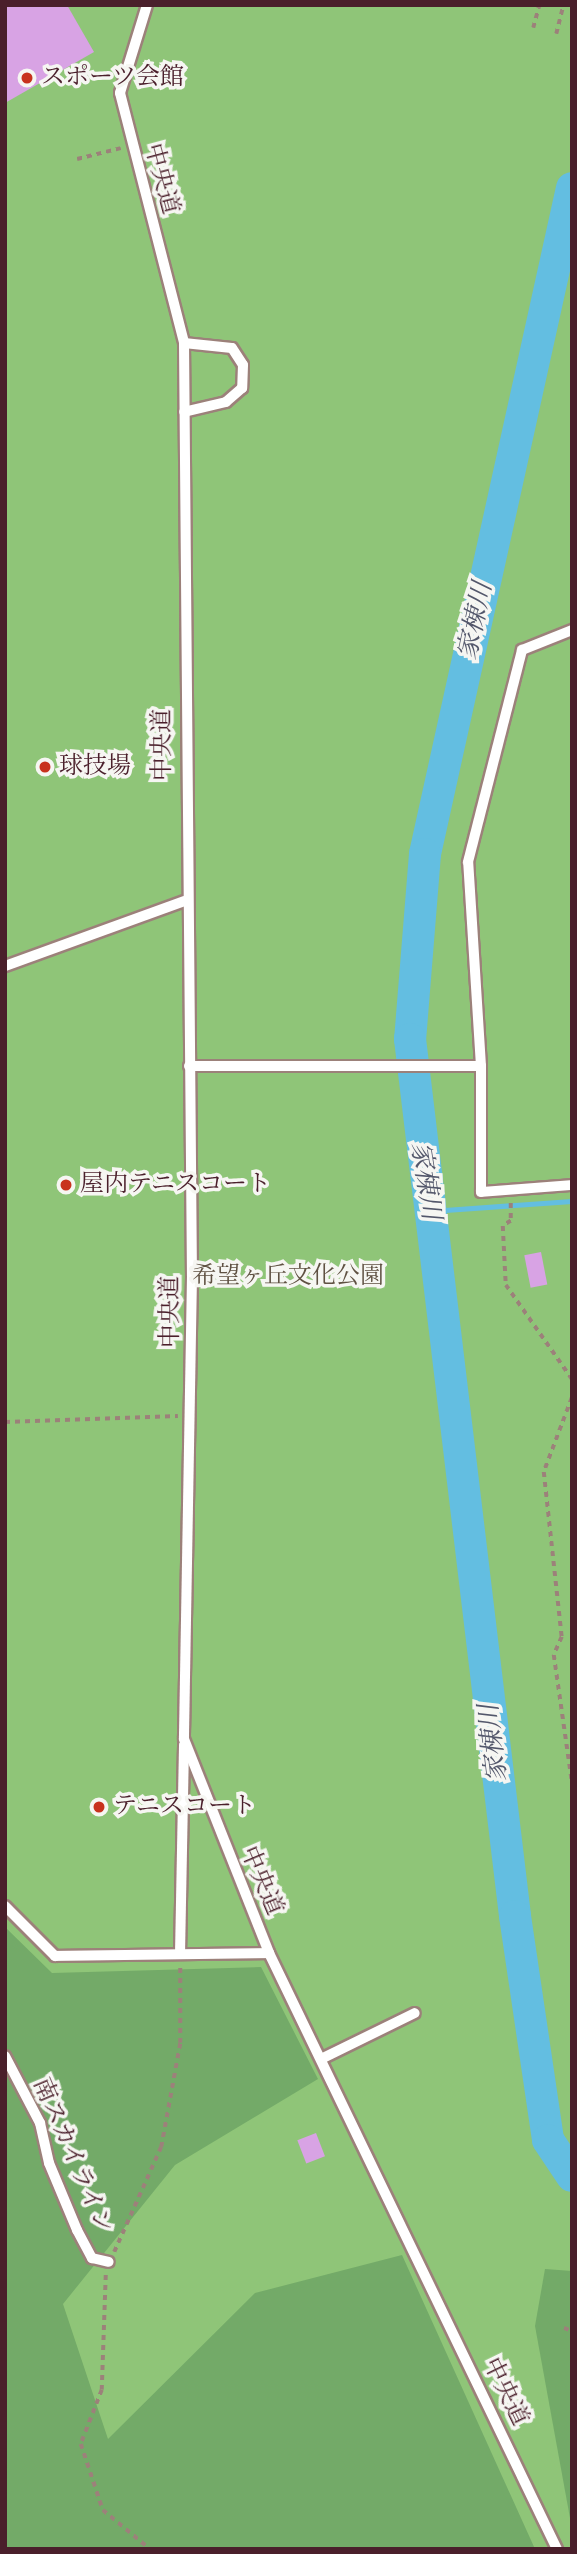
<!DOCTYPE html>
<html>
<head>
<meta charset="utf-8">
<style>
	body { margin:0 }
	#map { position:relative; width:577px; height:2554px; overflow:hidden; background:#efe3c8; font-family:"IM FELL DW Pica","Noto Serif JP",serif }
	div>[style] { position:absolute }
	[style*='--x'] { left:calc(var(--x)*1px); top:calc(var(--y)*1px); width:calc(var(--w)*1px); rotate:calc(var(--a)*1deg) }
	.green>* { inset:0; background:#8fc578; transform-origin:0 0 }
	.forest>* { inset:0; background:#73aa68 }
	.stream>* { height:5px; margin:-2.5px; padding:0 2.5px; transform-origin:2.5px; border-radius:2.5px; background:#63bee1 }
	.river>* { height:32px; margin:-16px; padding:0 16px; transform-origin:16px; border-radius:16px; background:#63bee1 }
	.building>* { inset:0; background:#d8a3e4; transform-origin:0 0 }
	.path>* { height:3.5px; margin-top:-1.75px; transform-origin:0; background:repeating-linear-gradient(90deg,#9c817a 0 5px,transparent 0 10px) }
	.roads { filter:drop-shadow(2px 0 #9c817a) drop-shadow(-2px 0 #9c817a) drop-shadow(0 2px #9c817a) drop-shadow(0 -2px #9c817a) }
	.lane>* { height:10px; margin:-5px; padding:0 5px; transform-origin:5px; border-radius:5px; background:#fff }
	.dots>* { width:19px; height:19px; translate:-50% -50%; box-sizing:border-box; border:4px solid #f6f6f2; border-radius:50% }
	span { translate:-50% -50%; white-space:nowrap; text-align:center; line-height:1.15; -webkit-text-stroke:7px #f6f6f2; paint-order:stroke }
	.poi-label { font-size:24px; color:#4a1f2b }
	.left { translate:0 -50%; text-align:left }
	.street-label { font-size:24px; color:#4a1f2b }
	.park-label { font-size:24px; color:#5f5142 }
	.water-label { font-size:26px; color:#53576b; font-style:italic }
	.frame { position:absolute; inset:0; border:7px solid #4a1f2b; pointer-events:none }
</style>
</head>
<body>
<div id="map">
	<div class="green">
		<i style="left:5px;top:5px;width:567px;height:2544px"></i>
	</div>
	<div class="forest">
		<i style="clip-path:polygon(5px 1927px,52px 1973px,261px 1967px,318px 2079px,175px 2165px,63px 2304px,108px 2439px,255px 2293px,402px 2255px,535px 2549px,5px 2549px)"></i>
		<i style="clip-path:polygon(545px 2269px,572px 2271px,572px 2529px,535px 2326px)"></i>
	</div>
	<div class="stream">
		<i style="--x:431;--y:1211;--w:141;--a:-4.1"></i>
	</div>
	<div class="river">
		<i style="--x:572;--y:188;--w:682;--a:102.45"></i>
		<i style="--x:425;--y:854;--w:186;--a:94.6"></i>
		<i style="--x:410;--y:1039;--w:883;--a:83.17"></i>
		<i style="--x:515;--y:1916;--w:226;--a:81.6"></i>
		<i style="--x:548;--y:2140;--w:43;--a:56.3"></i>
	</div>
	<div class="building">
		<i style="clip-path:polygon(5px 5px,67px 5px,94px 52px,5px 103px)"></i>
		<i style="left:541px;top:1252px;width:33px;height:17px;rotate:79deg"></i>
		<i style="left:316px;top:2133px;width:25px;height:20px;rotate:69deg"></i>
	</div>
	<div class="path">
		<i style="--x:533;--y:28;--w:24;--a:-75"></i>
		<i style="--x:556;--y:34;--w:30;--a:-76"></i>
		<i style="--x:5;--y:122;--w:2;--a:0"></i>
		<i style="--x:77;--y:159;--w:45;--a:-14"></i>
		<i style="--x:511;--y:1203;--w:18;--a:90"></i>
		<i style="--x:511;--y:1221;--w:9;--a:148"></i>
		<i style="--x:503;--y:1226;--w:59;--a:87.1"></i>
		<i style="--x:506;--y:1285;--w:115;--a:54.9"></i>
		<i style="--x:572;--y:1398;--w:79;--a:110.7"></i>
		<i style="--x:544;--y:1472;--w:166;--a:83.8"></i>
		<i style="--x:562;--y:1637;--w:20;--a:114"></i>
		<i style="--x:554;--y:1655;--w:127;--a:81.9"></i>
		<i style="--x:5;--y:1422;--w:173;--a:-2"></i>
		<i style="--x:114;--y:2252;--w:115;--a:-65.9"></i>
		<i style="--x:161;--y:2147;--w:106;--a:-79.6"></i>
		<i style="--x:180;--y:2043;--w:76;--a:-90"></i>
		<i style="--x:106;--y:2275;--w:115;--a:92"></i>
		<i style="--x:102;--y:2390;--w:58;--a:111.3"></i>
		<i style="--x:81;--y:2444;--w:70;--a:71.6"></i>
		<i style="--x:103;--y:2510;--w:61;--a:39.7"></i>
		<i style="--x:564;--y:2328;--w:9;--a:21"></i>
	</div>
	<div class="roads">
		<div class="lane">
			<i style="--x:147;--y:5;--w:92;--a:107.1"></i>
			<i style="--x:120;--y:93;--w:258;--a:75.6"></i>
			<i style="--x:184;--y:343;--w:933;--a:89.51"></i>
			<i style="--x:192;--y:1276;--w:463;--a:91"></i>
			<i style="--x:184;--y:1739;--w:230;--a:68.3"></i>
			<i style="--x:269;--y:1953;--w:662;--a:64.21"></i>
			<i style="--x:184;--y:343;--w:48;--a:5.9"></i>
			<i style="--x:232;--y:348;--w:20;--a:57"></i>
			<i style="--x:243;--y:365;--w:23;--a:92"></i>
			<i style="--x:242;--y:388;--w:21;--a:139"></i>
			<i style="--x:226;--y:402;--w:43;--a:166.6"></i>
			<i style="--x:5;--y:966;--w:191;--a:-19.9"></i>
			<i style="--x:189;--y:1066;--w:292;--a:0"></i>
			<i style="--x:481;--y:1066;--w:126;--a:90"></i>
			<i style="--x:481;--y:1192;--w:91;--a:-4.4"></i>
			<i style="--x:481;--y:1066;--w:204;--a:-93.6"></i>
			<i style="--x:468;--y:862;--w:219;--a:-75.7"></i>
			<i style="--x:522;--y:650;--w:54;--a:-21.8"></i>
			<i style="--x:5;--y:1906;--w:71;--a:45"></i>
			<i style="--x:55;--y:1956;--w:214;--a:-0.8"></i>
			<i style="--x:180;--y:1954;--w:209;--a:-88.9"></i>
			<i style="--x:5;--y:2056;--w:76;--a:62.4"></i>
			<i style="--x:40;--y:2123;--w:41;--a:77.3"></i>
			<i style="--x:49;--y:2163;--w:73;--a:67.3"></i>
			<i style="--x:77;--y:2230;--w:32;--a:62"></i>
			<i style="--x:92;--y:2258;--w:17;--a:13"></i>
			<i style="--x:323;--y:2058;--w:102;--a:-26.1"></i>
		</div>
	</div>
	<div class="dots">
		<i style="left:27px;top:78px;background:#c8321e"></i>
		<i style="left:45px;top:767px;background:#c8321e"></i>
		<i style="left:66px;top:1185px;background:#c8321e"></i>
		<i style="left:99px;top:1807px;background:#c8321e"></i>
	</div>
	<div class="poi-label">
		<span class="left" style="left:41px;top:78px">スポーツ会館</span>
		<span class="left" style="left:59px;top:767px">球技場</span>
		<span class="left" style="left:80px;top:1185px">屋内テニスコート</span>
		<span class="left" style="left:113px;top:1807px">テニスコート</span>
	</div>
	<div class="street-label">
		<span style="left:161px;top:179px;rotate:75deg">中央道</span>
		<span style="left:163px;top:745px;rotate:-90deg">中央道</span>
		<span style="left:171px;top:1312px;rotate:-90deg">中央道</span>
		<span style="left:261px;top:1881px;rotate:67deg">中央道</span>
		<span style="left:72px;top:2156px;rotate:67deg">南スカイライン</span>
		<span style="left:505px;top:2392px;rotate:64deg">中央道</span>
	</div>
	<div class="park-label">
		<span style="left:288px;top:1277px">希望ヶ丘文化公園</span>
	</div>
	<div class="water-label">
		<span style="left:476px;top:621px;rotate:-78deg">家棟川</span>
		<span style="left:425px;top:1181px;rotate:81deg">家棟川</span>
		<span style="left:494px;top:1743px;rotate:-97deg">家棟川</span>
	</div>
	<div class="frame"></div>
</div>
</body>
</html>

---

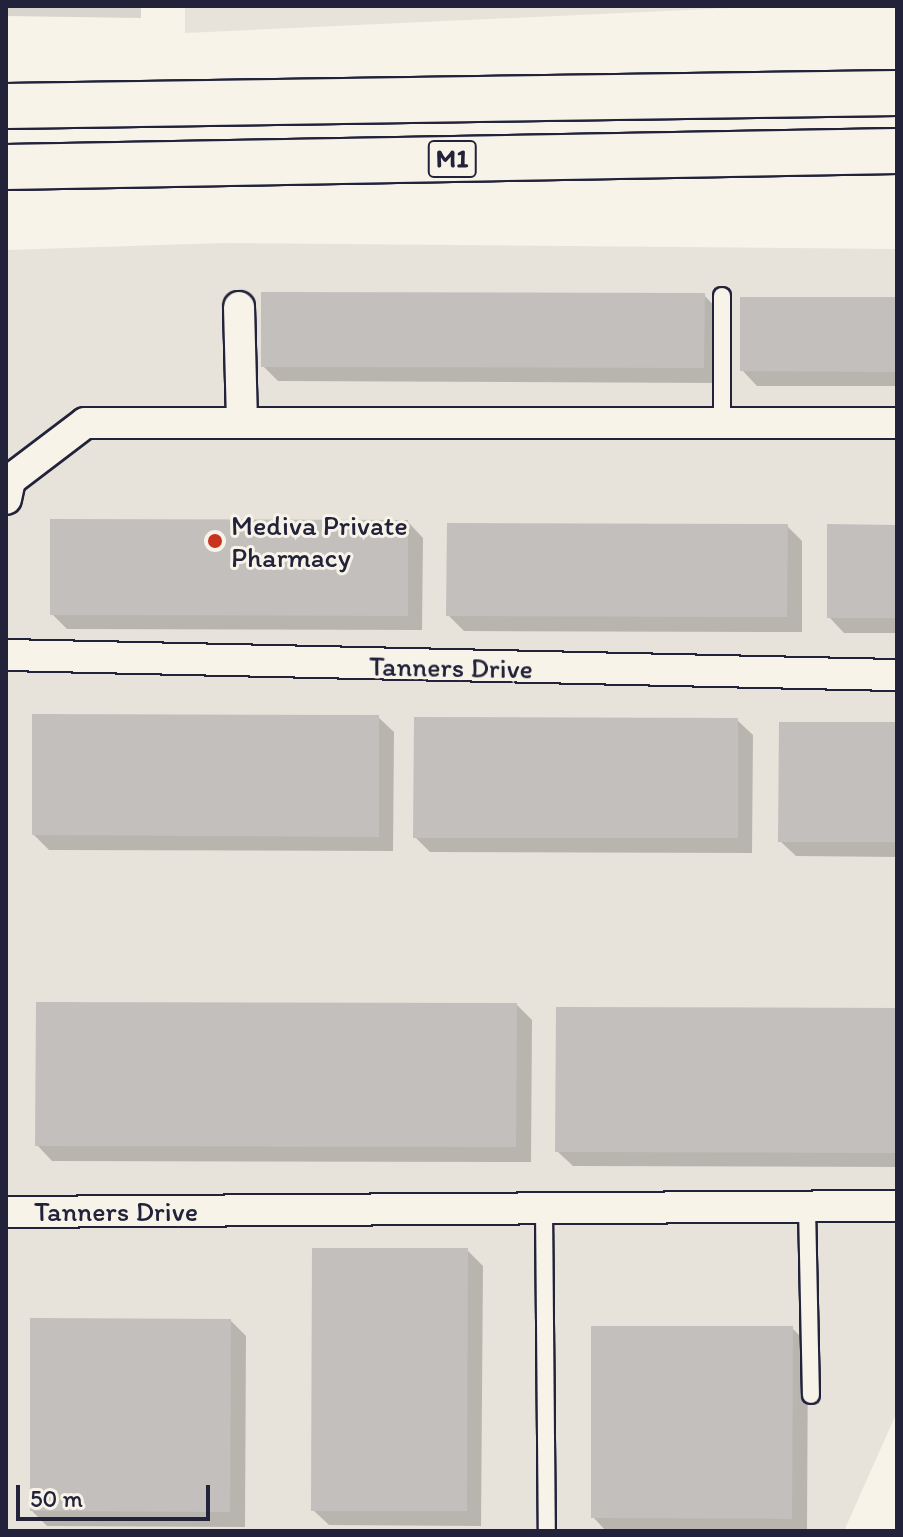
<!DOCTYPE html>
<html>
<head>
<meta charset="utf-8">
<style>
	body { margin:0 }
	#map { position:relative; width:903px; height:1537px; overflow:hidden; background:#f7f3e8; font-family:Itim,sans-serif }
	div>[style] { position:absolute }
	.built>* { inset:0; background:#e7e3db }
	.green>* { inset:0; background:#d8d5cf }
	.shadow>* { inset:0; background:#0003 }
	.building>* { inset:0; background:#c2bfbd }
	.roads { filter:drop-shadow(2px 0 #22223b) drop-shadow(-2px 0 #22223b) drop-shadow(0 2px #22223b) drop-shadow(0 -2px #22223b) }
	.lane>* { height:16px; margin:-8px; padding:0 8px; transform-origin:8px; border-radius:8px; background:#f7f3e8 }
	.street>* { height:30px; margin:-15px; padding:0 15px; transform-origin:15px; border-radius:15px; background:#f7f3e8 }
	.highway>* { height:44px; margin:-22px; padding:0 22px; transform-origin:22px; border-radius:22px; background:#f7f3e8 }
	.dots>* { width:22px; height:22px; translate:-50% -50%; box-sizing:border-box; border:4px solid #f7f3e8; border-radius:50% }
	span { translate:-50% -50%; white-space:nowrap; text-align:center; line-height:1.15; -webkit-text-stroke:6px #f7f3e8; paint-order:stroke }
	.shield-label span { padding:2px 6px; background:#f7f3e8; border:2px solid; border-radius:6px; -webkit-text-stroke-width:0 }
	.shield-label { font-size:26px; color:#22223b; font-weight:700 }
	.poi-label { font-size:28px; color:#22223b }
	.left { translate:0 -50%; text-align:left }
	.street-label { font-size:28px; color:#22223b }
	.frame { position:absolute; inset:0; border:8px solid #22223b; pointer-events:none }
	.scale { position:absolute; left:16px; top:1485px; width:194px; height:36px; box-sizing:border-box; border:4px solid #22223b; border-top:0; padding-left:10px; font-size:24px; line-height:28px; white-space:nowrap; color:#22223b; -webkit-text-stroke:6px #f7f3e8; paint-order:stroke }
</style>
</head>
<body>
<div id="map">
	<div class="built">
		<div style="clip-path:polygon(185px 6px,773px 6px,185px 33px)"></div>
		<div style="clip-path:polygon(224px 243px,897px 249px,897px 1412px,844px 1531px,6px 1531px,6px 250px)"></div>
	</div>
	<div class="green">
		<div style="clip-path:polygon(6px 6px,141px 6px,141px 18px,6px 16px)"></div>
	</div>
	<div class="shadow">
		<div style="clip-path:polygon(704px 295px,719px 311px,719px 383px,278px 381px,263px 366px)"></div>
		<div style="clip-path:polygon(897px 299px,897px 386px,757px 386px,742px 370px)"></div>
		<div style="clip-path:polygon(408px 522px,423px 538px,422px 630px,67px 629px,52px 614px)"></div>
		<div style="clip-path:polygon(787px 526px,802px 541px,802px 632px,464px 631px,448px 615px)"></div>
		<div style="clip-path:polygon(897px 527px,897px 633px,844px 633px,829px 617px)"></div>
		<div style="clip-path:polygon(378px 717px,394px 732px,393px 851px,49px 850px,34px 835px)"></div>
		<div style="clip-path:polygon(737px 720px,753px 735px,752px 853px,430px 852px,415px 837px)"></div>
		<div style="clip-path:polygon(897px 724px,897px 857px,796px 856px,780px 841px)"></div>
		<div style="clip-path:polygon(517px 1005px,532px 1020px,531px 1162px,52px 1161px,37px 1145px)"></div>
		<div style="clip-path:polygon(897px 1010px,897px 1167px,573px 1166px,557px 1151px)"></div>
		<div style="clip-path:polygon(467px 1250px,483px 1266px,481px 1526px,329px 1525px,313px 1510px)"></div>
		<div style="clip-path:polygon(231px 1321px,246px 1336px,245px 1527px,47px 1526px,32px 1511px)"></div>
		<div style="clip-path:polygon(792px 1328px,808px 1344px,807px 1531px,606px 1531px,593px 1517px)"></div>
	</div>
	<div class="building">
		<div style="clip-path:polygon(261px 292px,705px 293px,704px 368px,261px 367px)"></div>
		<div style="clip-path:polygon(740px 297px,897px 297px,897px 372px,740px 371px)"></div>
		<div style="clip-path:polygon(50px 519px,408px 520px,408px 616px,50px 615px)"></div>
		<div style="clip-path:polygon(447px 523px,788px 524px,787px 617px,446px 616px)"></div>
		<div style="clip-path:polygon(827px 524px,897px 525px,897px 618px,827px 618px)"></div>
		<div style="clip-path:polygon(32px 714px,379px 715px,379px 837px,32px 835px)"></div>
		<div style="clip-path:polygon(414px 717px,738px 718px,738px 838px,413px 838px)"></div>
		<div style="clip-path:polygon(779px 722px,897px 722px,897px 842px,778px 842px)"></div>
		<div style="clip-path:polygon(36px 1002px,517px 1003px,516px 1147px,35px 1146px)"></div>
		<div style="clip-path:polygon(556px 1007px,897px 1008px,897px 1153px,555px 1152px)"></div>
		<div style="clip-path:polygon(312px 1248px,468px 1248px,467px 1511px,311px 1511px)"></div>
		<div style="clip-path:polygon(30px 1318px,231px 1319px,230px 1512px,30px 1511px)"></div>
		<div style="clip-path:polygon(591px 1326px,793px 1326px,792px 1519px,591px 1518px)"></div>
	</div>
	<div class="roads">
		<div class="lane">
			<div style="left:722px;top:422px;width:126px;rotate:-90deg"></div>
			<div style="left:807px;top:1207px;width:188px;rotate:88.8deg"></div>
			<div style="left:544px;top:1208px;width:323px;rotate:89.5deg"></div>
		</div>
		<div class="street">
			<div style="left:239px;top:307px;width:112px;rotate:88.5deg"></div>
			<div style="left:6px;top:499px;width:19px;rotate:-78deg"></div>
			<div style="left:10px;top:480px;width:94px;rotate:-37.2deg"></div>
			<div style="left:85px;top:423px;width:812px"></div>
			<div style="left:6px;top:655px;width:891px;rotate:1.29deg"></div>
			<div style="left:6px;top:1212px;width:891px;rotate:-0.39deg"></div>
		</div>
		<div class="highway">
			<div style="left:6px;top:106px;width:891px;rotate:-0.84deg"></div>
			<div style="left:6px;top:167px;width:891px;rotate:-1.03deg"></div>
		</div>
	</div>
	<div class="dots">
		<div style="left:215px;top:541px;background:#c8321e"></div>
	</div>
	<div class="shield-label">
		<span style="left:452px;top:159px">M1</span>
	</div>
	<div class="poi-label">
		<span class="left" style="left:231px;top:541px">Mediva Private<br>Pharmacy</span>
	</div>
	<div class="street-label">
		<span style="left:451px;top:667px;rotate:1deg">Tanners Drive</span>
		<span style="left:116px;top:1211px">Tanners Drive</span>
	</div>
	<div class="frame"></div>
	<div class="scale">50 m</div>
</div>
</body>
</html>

Aim of the exercise:
Make a copy of each line in the records that has the word "serif".

Response:
	#map { position:relative; width:577px; height:2554px; overflow:hidden; background:#efe3c8; font-family:"IM FELL DW Pica","Noto Serif JP",serif }
	#map { position:relative; width:903px; height:1537px; overflow:hidden; background:#f7f3e8; font-family:Itim,sans-serif }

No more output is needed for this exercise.